Oleh :
Kornelius Erwin Banggo
Penulis adalah mahasiswa Program Studi Ilmu Komunikasi Universitas 17 Agustus 1945 (Untag) Surabaya sedang menempuh mata kuliah Media and Cultural Studies
Tiktok Akhir-akhir ini, ramai banget sama konten yang menampilkan kehidupan sederhana di desa mulai dari rumah papan kayu, anak-anak main lumpur saat hujan, sampai ibu-ibu masak pakai kayu bakar. Semuanya dikemas pakai filter sinematik dan lagu mello biar keliatan menyentuh. Narasinya pun selalu sama, meski hidup susah, tapi tetap bahagia. Banyak orang tersentuh, share, dan komen positif. Tapi, di sisi lain, tren ini juga bikin banyak orang mikir, ini konten jujur atau justru cara baru meromantisasi kemiskinan?

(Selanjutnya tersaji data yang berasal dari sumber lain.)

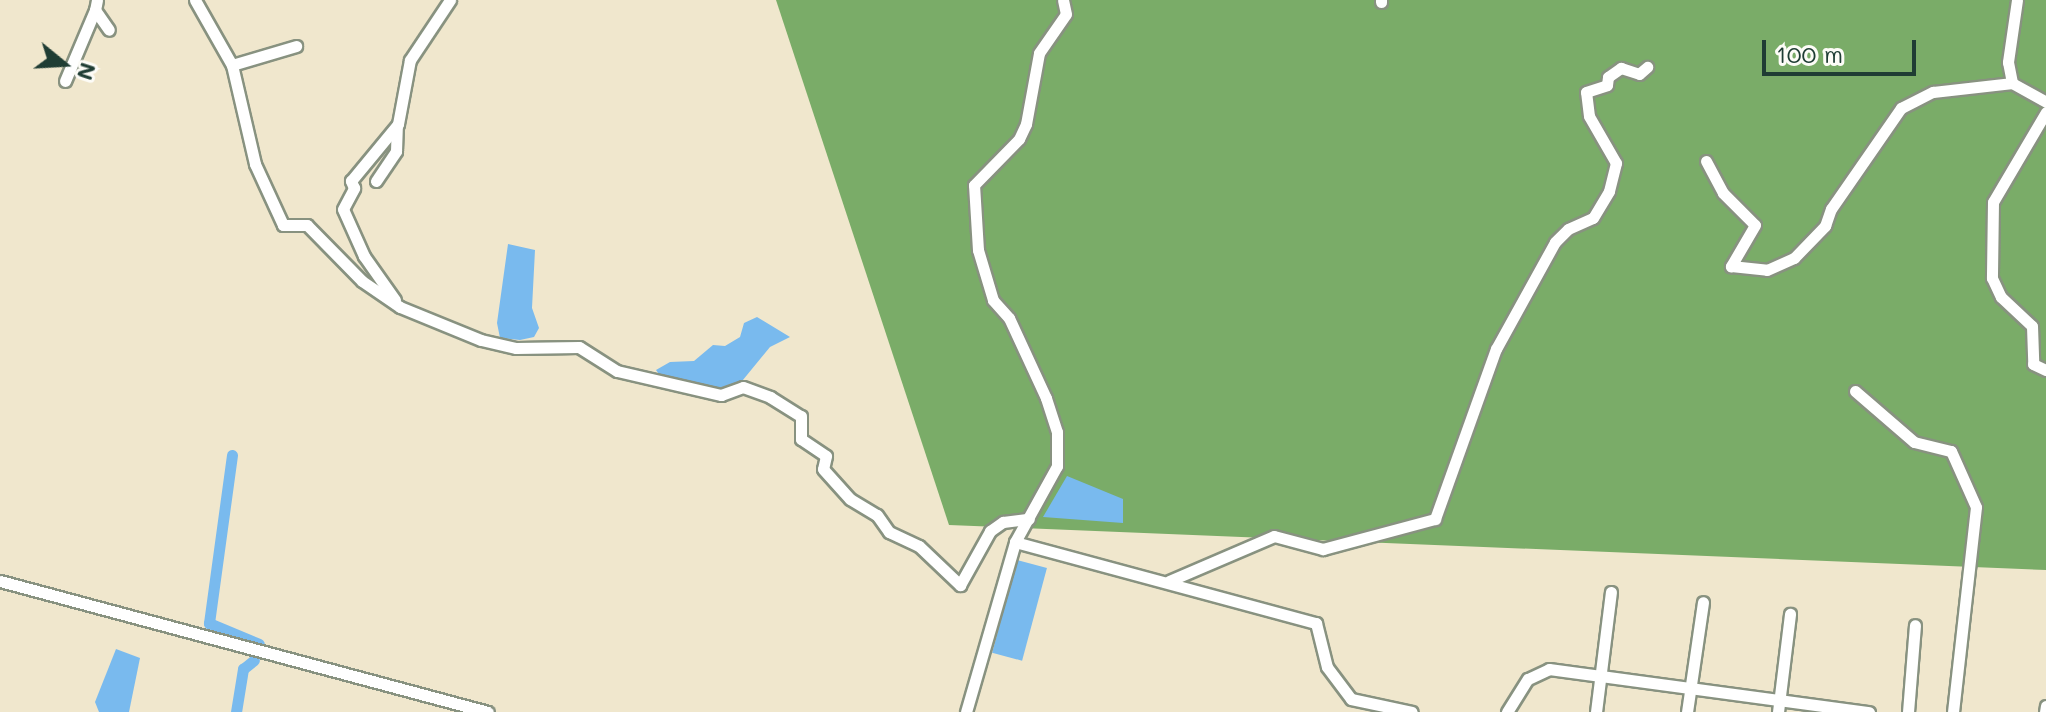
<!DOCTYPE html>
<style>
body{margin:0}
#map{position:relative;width:2046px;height:712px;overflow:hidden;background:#f0e7cd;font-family:Mali,sans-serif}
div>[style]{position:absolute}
.forest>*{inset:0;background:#7aac68}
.water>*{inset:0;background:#79baee;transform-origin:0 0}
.canal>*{height:11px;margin:-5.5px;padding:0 5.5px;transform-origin:5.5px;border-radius:5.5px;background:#79baee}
.roads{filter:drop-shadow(2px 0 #889280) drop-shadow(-2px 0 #889280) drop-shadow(0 2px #889280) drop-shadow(0 -2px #889280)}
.minor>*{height:11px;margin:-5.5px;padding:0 5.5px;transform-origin:5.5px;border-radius:5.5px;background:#fff}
span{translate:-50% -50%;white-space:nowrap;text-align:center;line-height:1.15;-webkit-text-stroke:7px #fdfcf7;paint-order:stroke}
.north{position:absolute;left:24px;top:24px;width:80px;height:80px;-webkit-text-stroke:6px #fdfcf7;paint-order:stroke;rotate:108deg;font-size:22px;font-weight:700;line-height:32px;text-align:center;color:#1f3d34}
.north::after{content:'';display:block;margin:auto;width:28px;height:36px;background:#1f3d34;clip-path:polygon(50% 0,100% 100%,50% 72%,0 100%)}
.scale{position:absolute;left:1762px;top:40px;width:154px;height:36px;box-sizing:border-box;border:4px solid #1f3d34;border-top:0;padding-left:10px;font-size:24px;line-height:28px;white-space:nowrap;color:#1f3d34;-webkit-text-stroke:6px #fdfcf7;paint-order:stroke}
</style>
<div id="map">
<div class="forest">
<i style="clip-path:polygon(776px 0,2046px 0,2046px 570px,949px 525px)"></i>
</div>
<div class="water">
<i style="clip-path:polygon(508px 244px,535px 250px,532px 308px,539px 328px,534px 337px,520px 340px,500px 338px,497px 323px)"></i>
<i style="clip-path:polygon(757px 317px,790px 337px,770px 347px,738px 386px,723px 392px,661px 377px,656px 370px,670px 362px,694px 361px,713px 345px,725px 346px,740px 337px,744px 323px)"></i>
<i style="clip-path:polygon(1067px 476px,1123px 499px,1123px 523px,1043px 517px)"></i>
<i style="left:1017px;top:560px;width:31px;height:96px;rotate:15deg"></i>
<i style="clip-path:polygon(116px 649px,140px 658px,129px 712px,99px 712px,95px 702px)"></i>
</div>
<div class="canal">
<i style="left:232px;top:455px;width:170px;rotate:97.8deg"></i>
<i style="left:209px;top:623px;width:54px;rotate:22.8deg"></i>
<i style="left:236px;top:712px;width:44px;rotate:-80.8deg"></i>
<i style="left:243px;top:669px;width:14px;rotate:-39deg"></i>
</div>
<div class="roads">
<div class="minor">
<i style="left:97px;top:0;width:10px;rotate:101deg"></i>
<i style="left:95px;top:10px;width:24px;rotate:55deg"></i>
<i style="left:195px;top:0;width:75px;rotate:60.4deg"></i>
<i style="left:232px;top:65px;width:102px;rotate:76.9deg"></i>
<i style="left:255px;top:164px;width:67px;rotate:65.3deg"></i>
<i style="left:283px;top:225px;width:24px"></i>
<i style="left:307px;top:225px;width:78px;rotate:45.5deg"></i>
<i style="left:362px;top:281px;width:46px;rotate:34.4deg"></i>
<i style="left:400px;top:307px;width:87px;rotate:22.2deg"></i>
<i style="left:481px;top:340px;width:36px;rotate:13deg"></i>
<i style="left:516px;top:348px;width:63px;rotate:-0.9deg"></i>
<i style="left:579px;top:347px;width:45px;rotate:32.3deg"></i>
<i style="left:617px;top:371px;width:107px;rotate:13deg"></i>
<i style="left:721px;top:395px;width:23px;rotate:-20deg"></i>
<i style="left:743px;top:387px;width:29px;rotate:20deg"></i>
<i style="left:770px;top:397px;width:36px;rotate:32deg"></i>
<i style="left:801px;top:416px;width:23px;rotate:90deg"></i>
<i style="left:801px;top:439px;width:30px;rotate:34deg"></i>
<i style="left:826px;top:456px;width:13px;rotate:103deg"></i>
<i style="left:823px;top:469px;width:40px;rotate:48deg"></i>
<i style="left:850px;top:499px;width:31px;rotate:31deg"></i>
<i style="left:877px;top:515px;width:21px;rotate:55deg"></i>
<i style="left:889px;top:532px;width:33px;rotate:25deg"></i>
<i style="left:919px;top:546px;width:57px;rotate:43.6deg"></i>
<i style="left:960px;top:585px;width:62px;rotate:-60.9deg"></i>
<i style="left:990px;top:531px;width:16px;rotate:-35deg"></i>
<i style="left:1003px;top:522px;width:26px;rotate:-7deg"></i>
<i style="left:2017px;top:0;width:63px;rotate:98.3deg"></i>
<i style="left:2008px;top:62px;width:21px;rotate:79deg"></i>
<i style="left:2012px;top:83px;width:39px;rotate:29deg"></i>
<i style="left:1381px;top:2px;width:2px;rotate:-90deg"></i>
<i style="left:232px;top:65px;width:67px;rotate:-16.5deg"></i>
<i style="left:65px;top:81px;width:77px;rotate:-67.1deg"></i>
<i style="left:2046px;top:112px;width:104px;rotate:120.5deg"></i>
<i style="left:1993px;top:202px;width:76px;rotate:90.8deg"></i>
<i style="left:1992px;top:278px;width:21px;rotate:65deg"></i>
<i style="left:2001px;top:297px;width:42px;rotate:43.1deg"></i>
<i style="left:2032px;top:326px;width:38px;rotate:88deg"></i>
<i style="left:2033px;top:364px;width:14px;rotate:25deg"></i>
<i style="left:1706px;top:161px;width:36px;rotate:62deg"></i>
<i style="left:1723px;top:193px;width:45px;rotate:45deg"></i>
<i style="left:1755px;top:225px;width:48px;rotate:120.3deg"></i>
<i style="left:1731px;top:266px;width:36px;rotate:6deg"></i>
<i style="left:1767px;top:270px;width:30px;rotate:-24deg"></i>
<i style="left:1794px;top:258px;width:45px;rotate:-45.9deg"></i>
<i style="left:1825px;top:226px;width:18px;rotate:-71deg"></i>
<i style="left:1831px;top:209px;width:123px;rotate:-55.3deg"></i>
<i style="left:1901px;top:108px;width:36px;rotate:-27deg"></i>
<i style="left:1933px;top:92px;width:80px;rotate:-6.5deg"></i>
<i style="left:376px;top:181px;width:36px;rotate:-56deg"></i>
<i style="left:396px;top:151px;width:25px;rotate:-88deg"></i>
<i style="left:395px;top:300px;width:54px;rotate:-125.2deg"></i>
<i style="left:364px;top:256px;width:51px;rotate:-114.1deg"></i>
<i style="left:343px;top:209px;width:24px;rotate:-62deg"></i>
<i style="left:354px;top:188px;width:8px;rotate:-113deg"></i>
<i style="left:351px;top:181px;width:74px;rotate:-50.5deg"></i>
<i style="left:398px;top:124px;width:65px;rotate:-79.4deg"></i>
<i style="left:410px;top:60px;width:72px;rotate:-56.3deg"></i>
<i style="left:1855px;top:391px;width:78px;rotate:40.8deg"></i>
<i style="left:1914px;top:442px;width:38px;rotate:14deg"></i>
<i style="left:1951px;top:451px;width:61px;rotate:65.9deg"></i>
<i style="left:1976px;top:507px;width:206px;rotate:96.4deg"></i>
<i style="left:1015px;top:542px;width:312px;rotate:15.1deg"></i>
<i style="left:1316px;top:623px;width:45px;rotate:76deg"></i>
<i style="left:1327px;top:667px;width:40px;rotate:53deg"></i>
<i style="left:1351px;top:699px;width:62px;rotate:12deg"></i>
<i style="left:0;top:581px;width:505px;rotate:15.03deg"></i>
<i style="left:1169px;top:581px;width:114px;rotate:-23.2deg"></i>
<i style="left:1274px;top:536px;width:51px;rotate:14.9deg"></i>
<i style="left:1323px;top:549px;width:116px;rotate:-15deg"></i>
<i style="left:1435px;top:519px;width:181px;rotate:-70.3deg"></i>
<i style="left:1496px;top:349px;width:122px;rotate:-61.1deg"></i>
<i style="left:1555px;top:242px;width:18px;rotate:-45deg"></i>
<i style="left:1568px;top:229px;width:27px;rotate:-24deg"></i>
<i style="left:1593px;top:218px;width:31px;rotate:-59deg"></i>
<i style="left:1609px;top:191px;width:29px;rotate:-76deg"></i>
<i style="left:1616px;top:163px;width:54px;rotate:-119.9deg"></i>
<i style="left:1589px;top:116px;width:24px;rotate:-97deg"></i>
<i style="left:1586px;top:92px;width:22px;rotate:-18deg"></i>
<i style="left:1607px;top:85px;width:8px;rotate:-83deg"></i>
<i style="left:1608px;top:77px;width:16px;rotate:-35deg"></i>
<i style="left:1621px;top:68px;width:19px;rotate:18deg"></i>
<i style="left:1639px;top:74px;width:11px;rotate:-41deg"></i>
<i style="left:966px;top:712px;width:177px;rotate:-73.9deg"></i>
<i style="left:1015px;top:542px;width:87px;rotate:-61.1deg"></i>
<i style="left:1057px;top:466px;width:34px;rotate:-90deg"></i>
<i style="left:1057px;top:432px;width:36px;rotate:-108deg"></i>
<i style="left:1046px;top:398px;width:88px;rotate:-114.8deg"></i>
<i style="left:1009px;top:318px;width:24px;rotate:-132deg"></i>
<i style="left:993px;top:300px;width:52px;rotate:-106.7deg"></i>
<i style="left:978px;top:250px;width:65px;rotate:-93.5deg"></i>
<i style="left:974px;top:185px;width:64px;rotate:-45.6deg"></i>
<i style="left:1019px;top:139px;width:17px;rotate:-65deg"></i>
<i style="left:1026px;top:124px;width:72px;rotate:-79.6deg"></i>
<i style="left:1039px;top:53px;width:47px;rotate:-55.3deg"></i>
<i style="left:1066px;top:14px;width:14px;rotate:-102deg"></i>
<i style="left:1507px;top:712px;width:39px;rotate:-58deg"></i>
<i style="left:1528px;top:679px;width:23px;rotate:-25deg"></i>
<i style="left:1549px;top:669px;width:323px;rotate:7.7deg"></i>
<i style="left:1596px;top:712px;width:121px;rotate:-82.9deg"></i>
<i style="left:1687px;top:712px;width:111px;rotate:-81.7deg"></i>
<i style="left:1778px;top:712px;width:99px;rotate:-83deg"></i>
<i style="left:1908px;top:712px;width:87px;rotate:-85.4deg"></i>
<i style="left:2045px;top:712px;width:6px;rotate:-81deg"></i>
</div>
</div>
<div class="north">N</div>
<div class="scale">100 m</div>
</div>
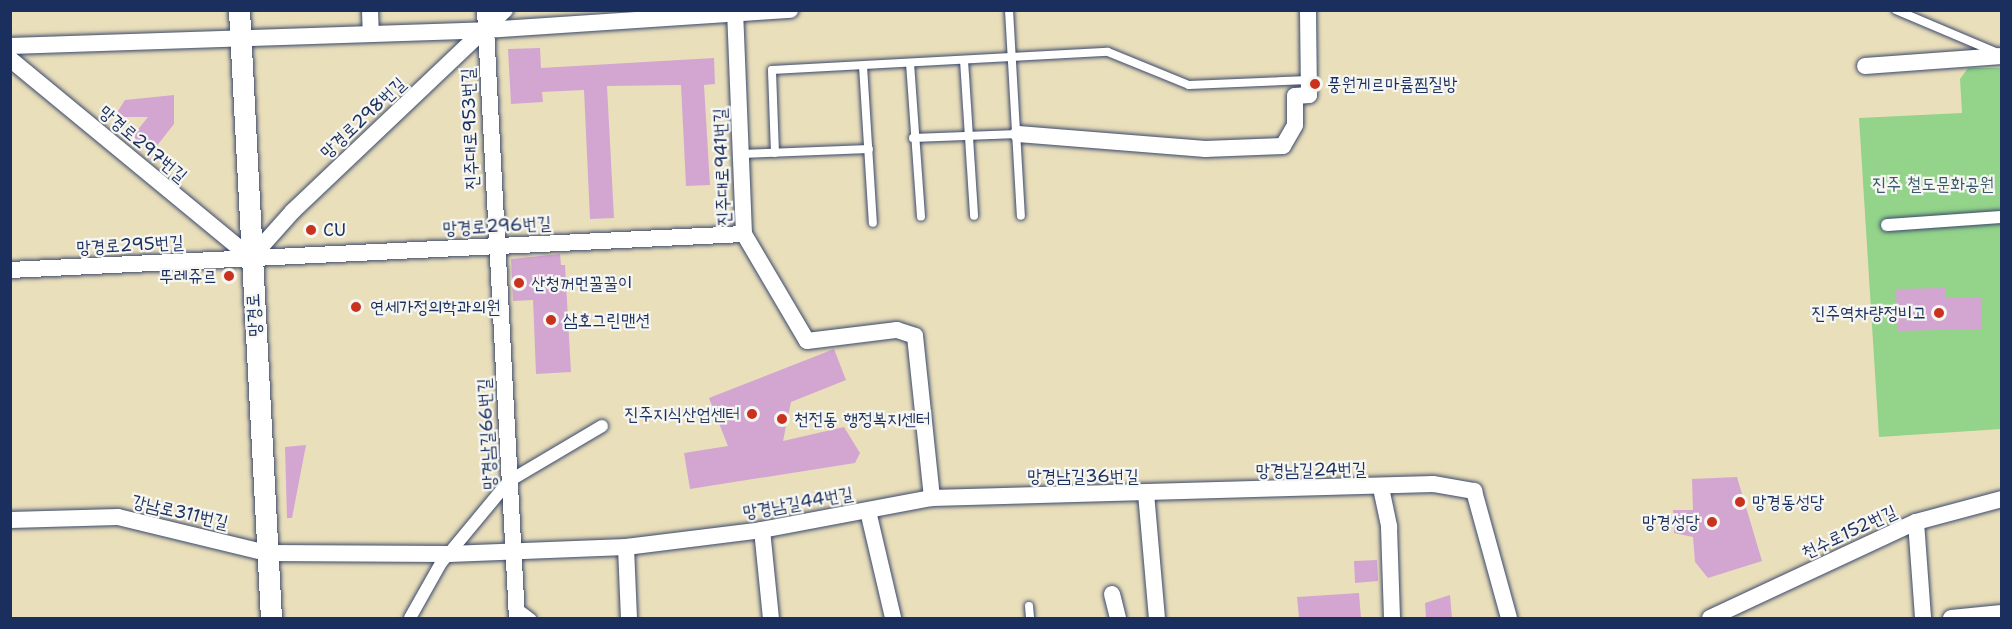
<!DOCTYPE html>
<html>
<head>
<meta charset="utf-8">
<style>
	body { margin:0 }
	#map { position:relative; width:2012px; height:629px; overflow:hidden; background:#eadfbb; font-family:"Shantell Sans","Poor Story",sans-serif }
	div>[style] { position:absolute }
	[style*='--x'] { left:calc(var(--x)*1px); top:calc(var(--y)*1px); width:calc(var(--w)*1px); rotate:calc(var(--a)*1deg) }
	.green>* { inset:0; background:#93d38a }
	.building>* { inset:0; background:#d3a6d1 }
	.roads { filter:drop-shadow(0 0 2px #3a496c) drop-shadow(0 0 2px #3a496c) }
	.service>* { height:8px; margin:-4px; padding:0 4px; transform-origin:4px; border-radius:4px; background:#fff }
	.pedestrian>* { height:12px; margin:-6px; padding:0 6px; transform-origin:6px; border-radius:6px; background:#fff }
	.minor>* { height:16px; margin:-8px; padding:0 8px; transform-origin:8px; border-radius:8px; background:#fff }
	.tertiary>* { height:21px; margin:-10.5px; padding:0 10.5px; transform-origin:10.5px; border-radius:10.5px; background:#fff }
	.dots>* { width:16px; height:16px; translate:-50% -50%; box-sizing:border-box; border:3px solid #f6f6f2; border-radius:50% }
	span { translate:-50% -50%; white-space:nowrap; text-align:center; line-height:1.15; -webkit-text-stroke:4.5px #f6f6f2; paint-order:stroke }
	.poi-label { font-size:18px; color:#1b2f5e }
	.left { translate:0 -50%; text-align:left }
	.right { translate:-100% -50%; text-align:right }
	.street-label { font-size:18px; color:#1b2f5e }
	.park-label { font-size:18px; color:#395869 }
	.frame { position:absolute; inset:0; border:12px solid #1b2f5e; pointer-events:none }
</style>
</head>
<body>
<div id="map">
	<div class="green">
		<i style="clip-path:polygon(1968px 68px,2001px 68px,2001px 429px,1879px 437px,1859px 118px,1962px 113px,1960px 79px)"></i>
	</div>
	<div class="building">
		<i style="clip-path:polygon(540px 48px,541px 68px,714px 58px,715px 84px,704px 85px,710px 185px,686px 186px,681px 85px,607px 86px,614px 218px,590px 219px,584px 90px,542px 92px,543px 102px,511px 104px,508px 49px)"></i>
		<i style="clip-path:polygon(174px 95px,174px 124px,152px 152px,132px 137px,148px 117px,114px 117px,125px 100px)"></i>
		<i style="clip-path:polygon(560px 254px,561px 265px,565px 265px,571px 372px,536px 374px,533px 300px,513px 301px,511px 259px)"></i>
		<i style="clip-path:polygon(1946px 288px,1946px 298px,1981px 297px,1982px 329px,1897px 331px,1896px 289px)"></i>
		<i style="clip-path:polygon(834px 349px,846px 380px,791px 402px,783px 441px,844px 427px,860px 453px,855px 463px,690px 489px,684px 453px,728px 446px,709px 398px)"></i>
		<i style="clip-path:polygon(306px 445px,292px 518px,287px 518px,285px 447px)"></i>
		<i style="clip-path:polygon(1737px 477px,1762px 561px,1708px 578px,1695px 562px,1693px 537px,1674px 533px,1673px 510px,1693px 510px,1692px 479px)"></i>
		<i style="clip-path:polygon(1377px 560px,1378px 581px,1355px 583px,1354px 561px)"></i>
		<i style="clip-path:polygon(1359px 593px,1361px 618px,1299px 618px,1297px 597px)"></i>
		<i style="clip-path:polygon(1450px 595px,1452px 618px,1426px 618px,1425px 603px)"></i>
	</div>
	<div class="roads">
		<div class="service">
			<i style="--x:1009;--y:10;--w:206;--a:86.7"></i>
			<i style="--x:1896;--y:10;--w:111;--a:22.9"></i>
			<i style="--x:964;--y:60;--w:156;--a:86.3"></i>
			<i style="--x:910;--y:63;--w:154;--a:85.9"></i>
			<i style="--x:863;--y:66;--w:157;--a:86.4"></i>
			<i style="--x:913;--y:138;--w:105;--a:-2.2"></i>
			<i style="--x:775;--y:153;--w:83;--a:-92.1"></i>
			<i style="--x:772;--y:70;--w:336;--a:-3.1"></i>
			<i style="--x:1108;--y:52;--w:87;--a:22.2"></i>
			<i style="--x:1189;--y:85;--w:120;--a:-2.4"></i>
			<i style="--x:741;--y:154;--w:128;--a:-2.2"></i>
			<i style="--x:516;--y:606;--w:20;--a:37"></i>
			<i style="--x:1029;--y:606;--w:12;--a:85"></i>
		</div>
		<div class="pedestrian">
			<i style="--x:1887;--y:225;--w:115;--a:-4"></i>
			<i style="--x:410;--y:618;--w:63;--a:-60.6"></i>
			<i style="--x:441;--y:563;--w:107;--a:-50.3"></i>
			<i style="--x:509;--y:481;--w:108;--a:-30.6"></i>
		</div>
		<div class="minor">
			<i style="--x:370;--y:10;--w:23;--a:88"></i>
			<i style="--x:485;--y:10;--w:609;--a:86.99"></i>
			<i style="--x:735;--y:10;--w:224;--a:87.7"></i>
			<i style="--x:744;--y:234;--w:124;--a:59.5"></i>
			<i style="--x:807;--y:341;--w:91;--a:-7"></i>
			<i style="--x:897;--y:330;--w:19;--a:18"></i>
			<i style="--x:915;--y:336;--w:163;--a:84"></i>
			<i style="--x:10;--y:46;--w:476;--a:-1.9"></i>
			<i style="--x:486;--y:30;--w:305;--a:-3.8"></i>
			<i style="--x:10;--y:59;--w:313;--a:39.5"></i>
			<i style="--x:1865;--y:66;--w:137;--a:-4.2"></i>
			<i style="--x:1018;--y:134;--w:188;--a:4.6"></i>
			<i style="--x:1205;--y:149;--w:78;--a:-2.2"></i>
			<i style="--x:1283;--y:146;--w:24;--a:-60"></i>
			<i style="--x:1295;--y:125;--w:29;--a:-90"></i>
			<i style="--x:1295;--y:96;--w:14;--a:-4"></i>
			<i style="--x:1309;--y:95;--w:85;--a:-90.7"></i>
			<i style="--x:251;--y:258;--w:63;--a:-48.2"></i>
			<i style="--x:293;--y:211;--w:292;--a:-43.5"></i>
			<i style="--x:10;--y:270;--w:735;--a:-2.81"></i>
			<i style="--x:1381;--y:488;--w:40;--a:78"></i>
			<i style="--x:1389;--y:527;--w:91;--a:88.1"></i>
			<i style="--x:1146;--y:493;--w:125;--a:85"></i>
			<i style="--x:868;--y:511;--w:110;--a:76.8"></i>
			<i style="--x:10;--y:520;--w:108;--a:-1.6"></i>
			<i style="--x:118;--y:517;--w:153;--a:13.6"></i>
			<i style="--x:267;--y:553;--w:182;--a:0.3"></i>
			<i style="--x:449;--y:554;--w:177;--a:-2.3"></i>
			<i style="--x:626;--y:547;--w:137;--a:-7.1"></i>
			<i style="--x:762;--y:530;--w:173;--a:-10.7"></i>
			<i style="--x:932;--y:498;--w:501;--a:-1.6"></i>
			<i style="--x:1433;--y:484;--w:42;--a:9.7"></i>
			<i style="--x:1474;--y:491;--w:132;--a:74.6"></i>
			<i style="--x:1916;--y:522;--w:96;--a:85.8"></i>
			<i style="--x:762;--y:530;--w:88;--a:84.2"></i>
			<i style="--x:626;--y:547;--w:71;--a:87.6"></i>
			<i style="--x:1112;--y:594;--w:25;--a:76"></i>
			<i style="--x:1710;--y:618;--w:227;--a:-25"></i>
			<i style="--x:1916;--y:522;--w:89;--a:-15"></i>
			<i style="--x:1951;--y:618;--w:51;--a:-5.6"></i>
		</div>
		<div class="tertiary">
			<i style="--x:239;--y:10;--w:609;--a:86.99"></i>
		</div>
	</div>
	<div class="dots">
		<i style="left:1315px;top:84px;background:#c8321e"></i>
		<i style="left:311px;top:230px;background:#c8321e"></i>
		<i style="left:229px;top:276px;background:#c8321e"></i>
		<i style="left:519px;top:283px;background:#c8321e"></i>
		<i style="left:356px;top:307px;background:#c8321e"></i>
		<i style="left:1939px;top:313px;background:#c8321e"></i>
		<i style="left:551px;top:320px;background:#c8321e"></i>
		<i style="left:752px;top:414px;background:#c8321e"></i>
		<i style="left:782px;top:419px;background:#c8321e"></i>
		<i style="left:1740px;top:502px;background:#c8321e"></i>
		<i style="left:1712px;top:522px;background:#c8321e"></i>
	</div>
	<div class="poi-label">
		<span class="left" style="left:1327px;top:84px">풍원게르마륨찜질방</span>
		<span class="left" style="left:323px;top:230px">CU</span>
		<span class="right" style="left:217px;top:276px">뚜레쥬르</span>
		<span class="left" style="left:531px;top:283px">산청꺼먼꿀꿀이</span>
		<span class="left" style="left:370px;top:307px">연세가정의학과의원</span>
		<span class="right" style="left:1927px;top:313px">진주역차량정비고</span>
		<span class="left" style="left:563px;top:320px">삼호그린맨션</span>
		<span class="right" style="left:740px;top:414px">진주지식산업센터</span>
		<span class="left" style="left:794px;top:419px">천전동 행정복지센터</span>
		<span class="left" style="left:1752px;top:502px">망경동성당</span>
		<span class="right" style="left:1700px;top:522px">망경성당</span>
	</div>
	<div class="street-label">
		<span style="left:363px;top:118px;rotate:-43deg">망경로298번길</span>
		<span style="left:470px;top:129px;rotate:-92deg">진주대로953번길</span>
		<span style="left:143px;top:144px;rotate:40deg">망경로297번길</span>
		<span style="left:722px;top:167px;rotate:-92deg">진주대로941번길</span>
		<span style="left:497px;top:226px;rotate:-3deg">망경로296번길</span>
		<span style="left:130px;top:245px;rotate:-3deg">망경로295번길</span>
		<span style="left:254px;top:315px;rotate:-93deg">망경로</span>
		<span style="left:487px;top:434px;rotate:-93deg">망경남길66번길</span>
		<span style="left:1311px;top:470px;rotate:-1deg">망경남길24번길</span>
		<span style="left:1083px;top:476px">망경남길36번길</span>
		<span style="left:798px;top:503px;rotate:-10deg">망경남길44번길</span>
		<span style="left:180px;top:512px;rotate:13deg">강남로311번길</span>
		<span style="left:1849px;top:532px;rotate:-25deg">천수로152번길</span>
	</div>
	<div class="park-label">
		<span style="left:1933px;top:184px">진주 철도문화공원</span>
	</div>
	<div class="frame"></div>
</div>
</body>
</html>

Media Nggak Cuma Nunjukin Realita, Tapi Juga Bikin Kita Percaya Sesuatu
Stuart Hall, salah satu tokoh penting dalam kajian Cultural Studies, bilang kalau media itu bukan sekadar cermin yang nunjukkin kenyataan, tapi juga alat yang bikin kita percaya hal-hal tertentu. Nah, kalau media dalam hal ini TikTok terus-terusan menampilkan kemiskinan sebagai sesuatu yang adem, syahdu dan penuh rasa syukur bukan nggak mungkin kita malah mikir kalau hidup miskin itu oke-oke aja. Padahal, realitanya nggak semanis itu.
Siapa yang Punya Kendali atas Cerita Ini?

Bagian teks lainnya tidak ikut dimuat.